Monday, Apr. 25, 1977
Opening the Debate
"The question is whether we go skittering off the edge of the cliff in a blind way or whether we start to make the adjustments now. The purpose of the President's program is to start adjusting now for what will inevitably happen in the future. "
In that measured, dispassionate manner, James R. Schlesinger, who is President Carter's Mr. Energy, spelled out the Administration's approach to the nation's looming energy crisis. He was speaking to members of Time Inc.'s third energy conference. The timing could hardly have been more propitious. Only two weeks before President Carter's self-imposed deadline for the announcement of a comprehensive energy program, 88 leaders from the Government and virtually every energy industry and interest group gathered in Williamsburg, Va. The speeches and discussions provided a unique preview of the debate that Carter's policy address on April 20 will inevitably touch off.
Appropriately, the keynote speaker was Schlesinger (TIME cover, April 4), the cerebral administrator par excellence, to whom Carter entrusted the assignment of formulating a comprehensive plan for submission to Congress within 100 days of the Inauguration.
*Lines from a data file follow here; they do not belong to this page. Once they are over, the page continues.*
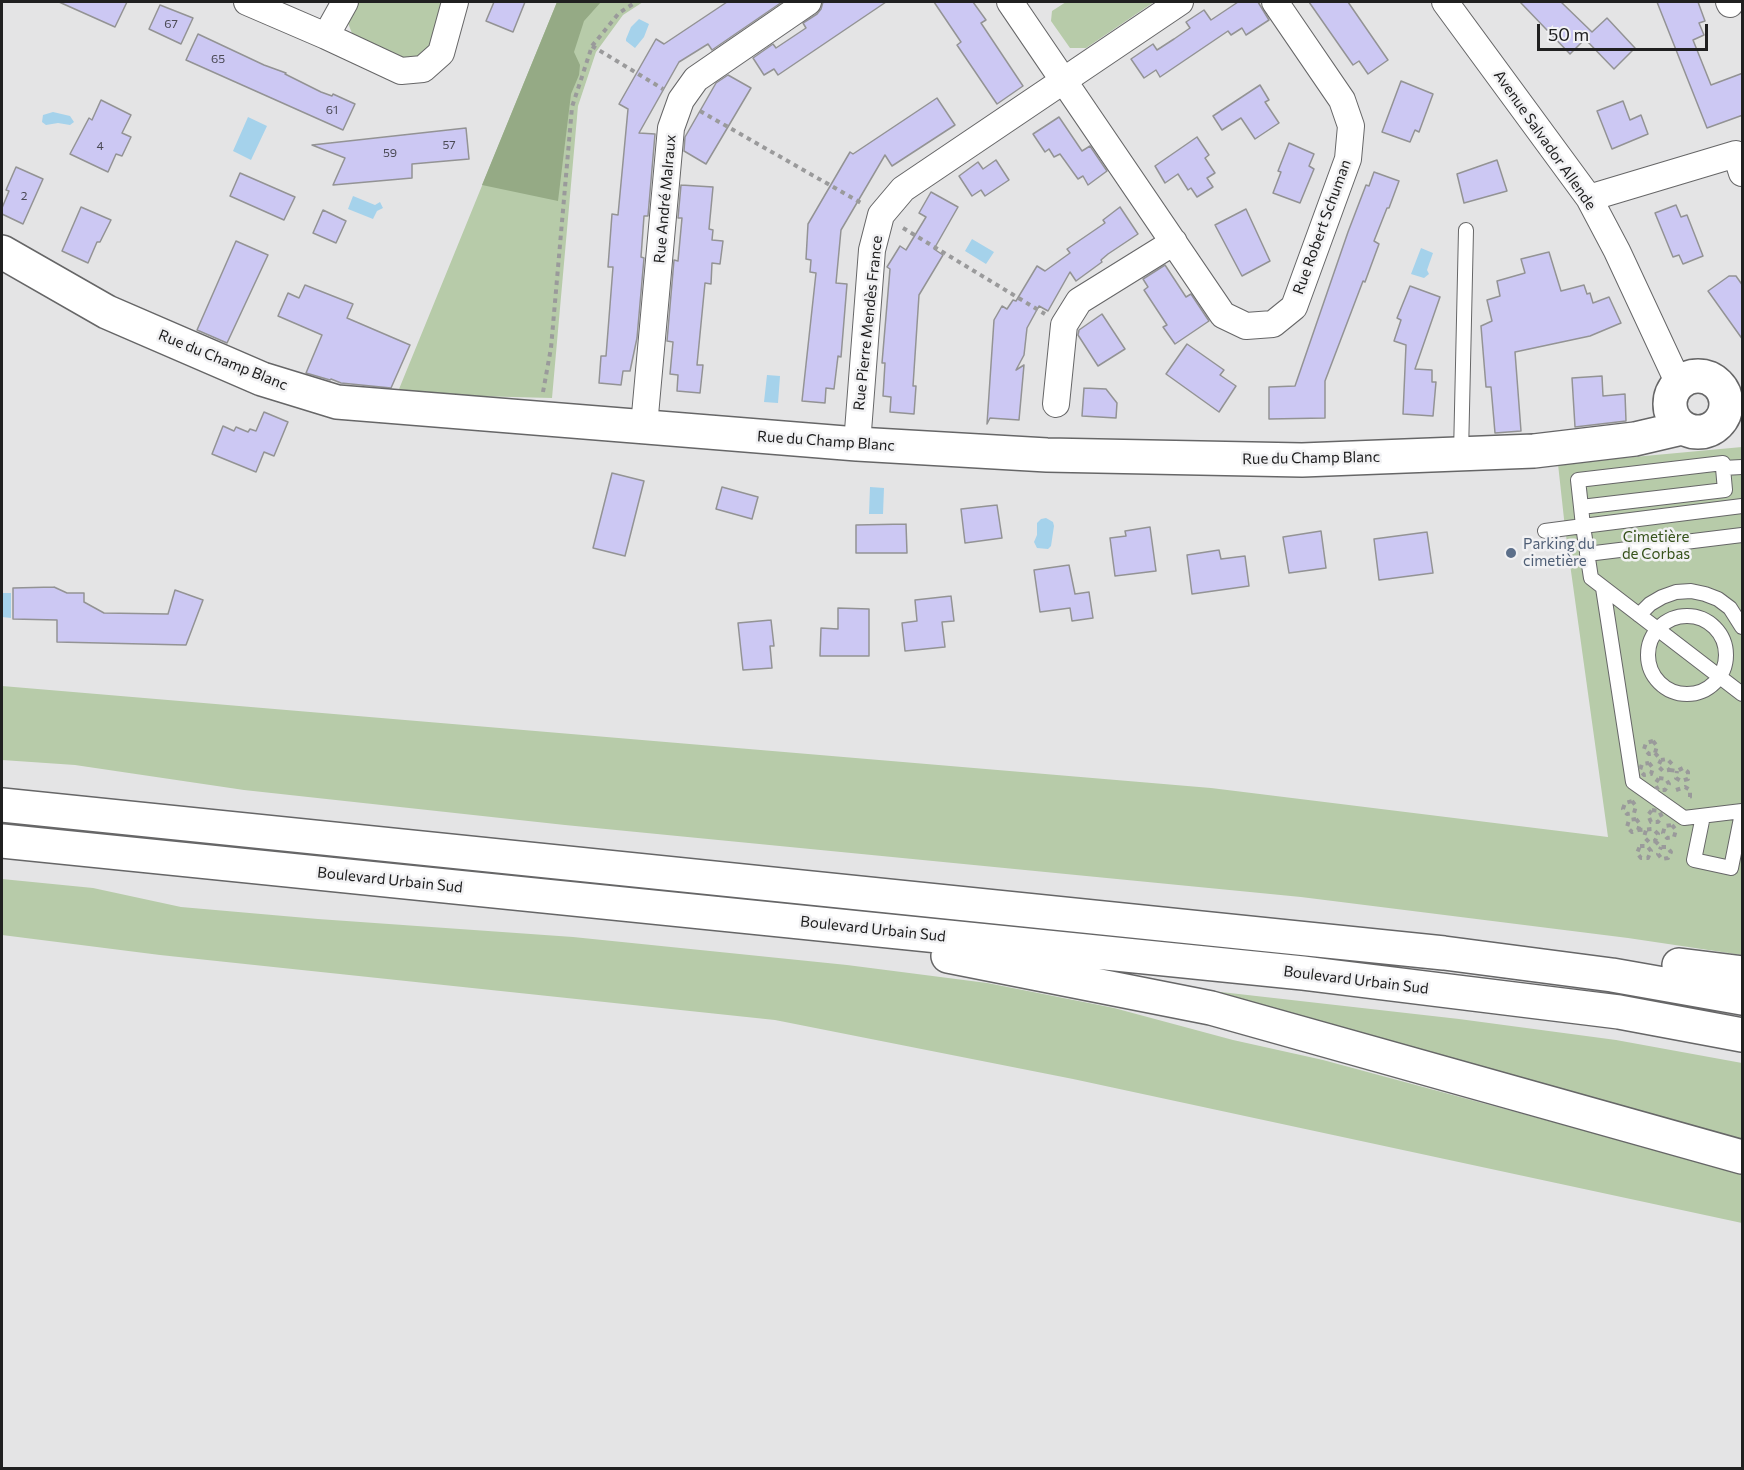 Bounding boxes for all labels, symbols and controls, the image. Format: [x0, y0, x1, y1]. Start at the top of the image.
scale bar [1540, 12, 1711, 50]
house number: 67 [164, 17, 178, 31]
text: 50 m [1548, 23, 1589, 45]
house number: 65 [211, 52, 225, 66]
street label: Avenue Salvador Allende [1490, 67, 1600, 213]
house number: 61 [326, 103, 338, 117]
street label: Rue André Malraux [650, 134, 680, 264]
house number: 57 [442, 138, 456, 152]
house number: 4 [96, 139, 104, 153]
house number: 59 [383, 146, 397, 160]
street label: Rue Robert Schuman [1289, 157, 1355, 297]
house number: 2 [21, 189, 27, 203]
street label: Rue Pierre Mendès France [850, 235, 886, 411]
street label: Rue du Champ Blanc [156, 326, 290, 394]
street label: Rue du Champ Blanc [757, 427, 895, 455]
street label: Rue du Champ Blanc [1242, 448, 1380, 468]
park label: Cimetière de Corbas [1622, 528, 1690, 563]
place label: Parking du cimetière [1523, 535, 1595, 570]
marker: Parking du cimetière [1504, 546, 1518, 560]
street label: Boulevard Urbain Sud [316, 863, 464, 897]
street label: Boulevard Urbain Sud [799, 912, 947, 946]
street label: Boulevard Urbain Sud [1282, 962, 1430, 998]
"We have a classic Malthusian case of exponential growth against a finite source," explained Schlesinger. "On the demand side, we have the additional problem that increasingly our energy system generates waste, a high degree of inefficiency. On the supply side of the problem, we have the additional embarrassment that we have become unduly dependent on foreign sources. Some other nations also are highly dependent on foreign sources, but it is a special problem for the great stabilizing power of the West, which requires a high degree of economic and political invulnerability."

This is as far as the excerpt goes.